Serica Energy Wraps Up Multi-Well Drilling Campaign in the North Sea
UK-based upstream oil and gas player Serica Energy is concluding its multi-well drilling campaign and work-over program in the North Sea on a high note. A rig from COSL Drilling Europe has commenced drilling the final well in this campaign on the UK Continental Shelf (UKCS).
The ongoing drilling program has shown promising initial results, with the FPSO Triton producing over 25,000 boepd net to Serica on 23 January 2025. This production was boosted by the success of the first two wells in the five-well Triton drilling campaign, Bittern B6, and Gannet GE05.

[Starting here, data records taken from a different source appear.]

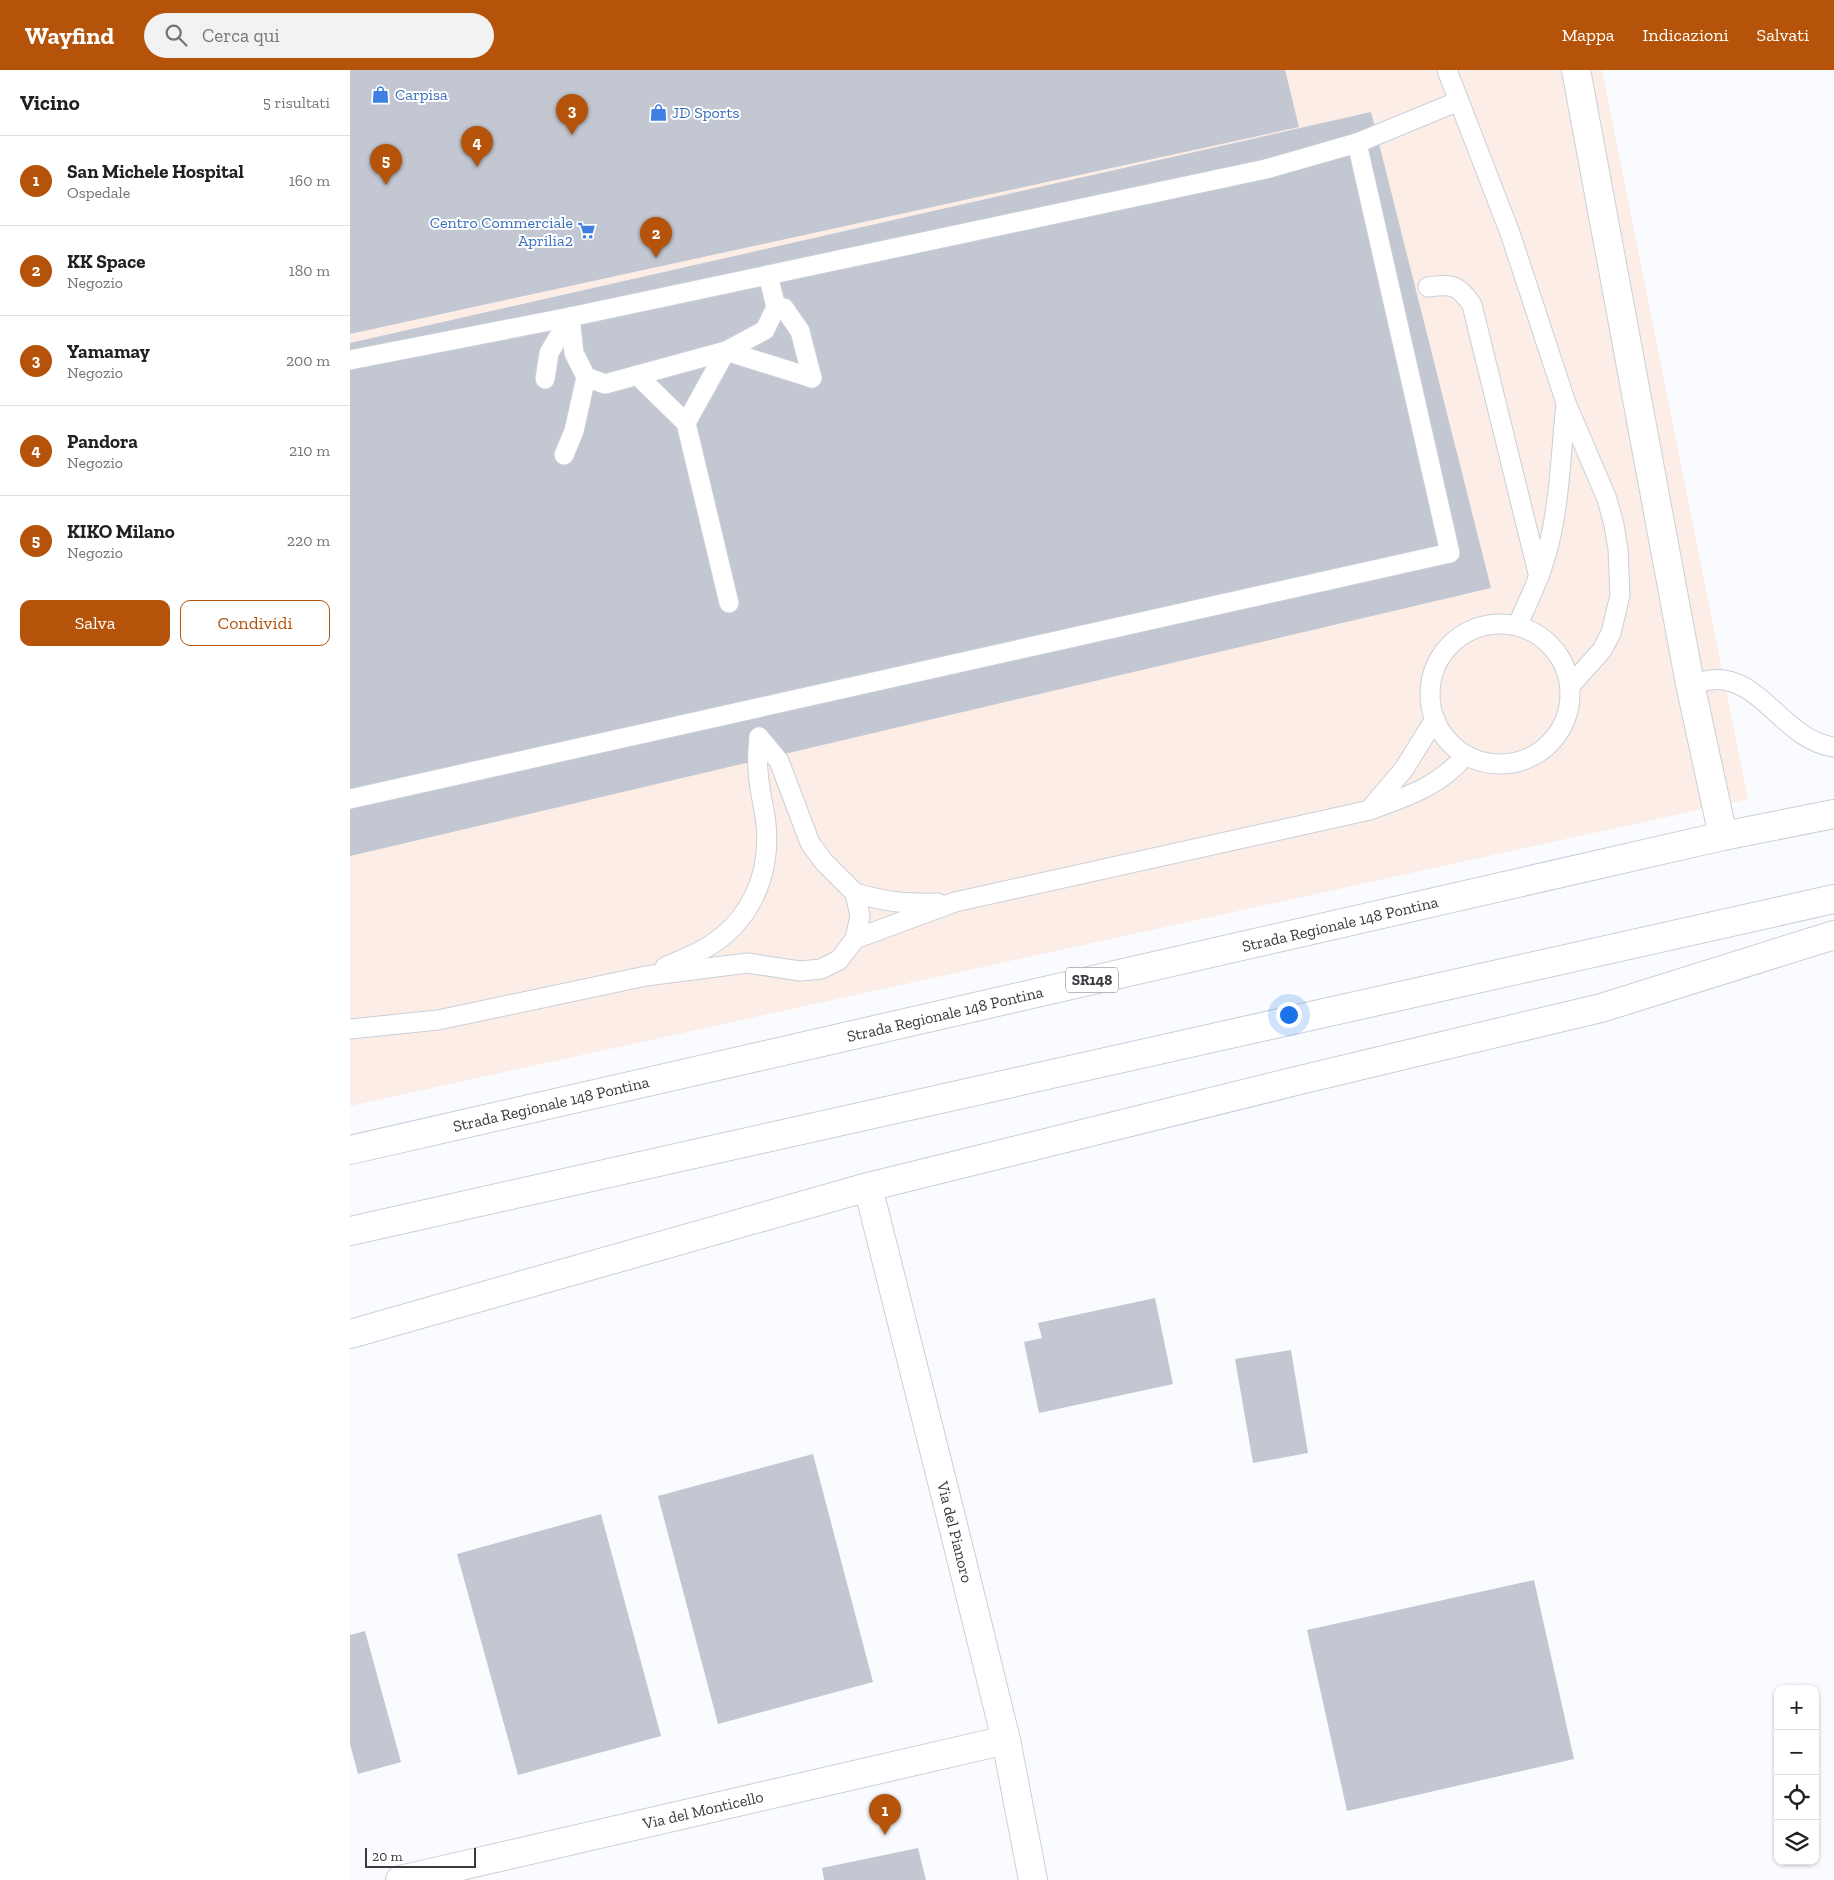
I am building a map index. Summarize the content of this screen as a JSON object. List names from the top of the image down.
{
  "streets": {
    "main road": [
      "Strada Regionale 148 Pontina",
      "SR148",
      "Via del Pianoro",
      "Via del Monticello"
    ]
  },
  "crossings": [
    ["Via del Pianoro", "Via del Monticello"]
  ],
  "places": {
    "shop": ["Carpisa", "JD Sports"],
    "supermarket": ["Centro Commerciale Aprilia2"]
  },
  "scale_bar": "20 m",
  "page": {
    "header": "Wayfind",
    "search": "Cerca qui",
    "nav": ["Mappa", "Indicazioni", "Salvati"],
    "heading": ["Vicino", "5 risultati"],
    "pins": [
      "3",
      "4",
      "5",
      "2",
      "1"
    ],
    "list": [
      {
        "mark": "1",
        "name": "San Michele Hospital",
        "note": "Ospedale",
        "value": "160 m"
      },
      {
        "mark": "2",
        "name": "KK Space",
        "note": "Negozio",
        "value": "180 m"
      },
      {
        "mark": "3",
        "name": "Yamamay",
        "note": "Negozio",
        "value": "200 m"
      },
      {
        "mark": "4",
        "name": "Pandora",
        "note": "Negozio",
        "value": "210 m"
      },
      {
        "mark": "5",
        "name": "KIKO Milano",
        "note": "Negozio",
        "value": "220 m"
      }
    ],
    "buttons": ["Salva", "Condividi"],
    "map_buttons": ["+", "−"],
    "scale": "20 m"
  }
}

Following the completion of drilling activities on the W7Z well on the Guillemot North West field and the EV02 well on the Evelyn field, the COSL Innovator rig has now moved to drill the final well, BE01, on the Belinda field. Initial production from this well is anticipated in early 2026.
Production and Operational Updates
The FPSO Triton receives hydrocarbons from eight producing oil fields, including Evelyn, Bittern, Guillemot West, Guillemot North West, Gannet E, Clapham, Pict, and Saxon. Serica reported a significant increase in 2C resources at the end of 2024, positioning the company for potential reserve growth in the medium term.
Chris Cox, Serica’s CEO, expressed optimism about the drilling campaign’s results but acknowledged production challenges due to ongoing issues at the FPSO Triton. Following discussions with operator Dana Petroleum, maintenance work has been expedited to improve uptime and mitigate production disruptions.
The production from Triton is expected to resume in June, with no further planned shutdowns in 2025. Operational enhancements, including the availability of a second compressor, are anticipated to stabilize production levels. Serica has revised its production guidance for 2025 to 33,000-37,000 boepd.
Strategic Initiatives and Future Prospects
Serica remains focused on capital allocation strategies to maximize shareholder value. The acquisition of Parkmead, pending completion, offers strategic benefits and tax advantages. The company continues to explore M&A opportunities in the UK North Sea and beyond while prioritizing value-accretive projects.
Additionally, Serica is actively pursuing a flare gas recovery project at the Bruce field and monitoring developments at the Buchan Horst project, pending regulatory clarity and environmental assessments.
With a robust organic pipeline and a commitment to prudent capital allocation, Serica Energy is poised for growth and value creation in the competitive energy landscape.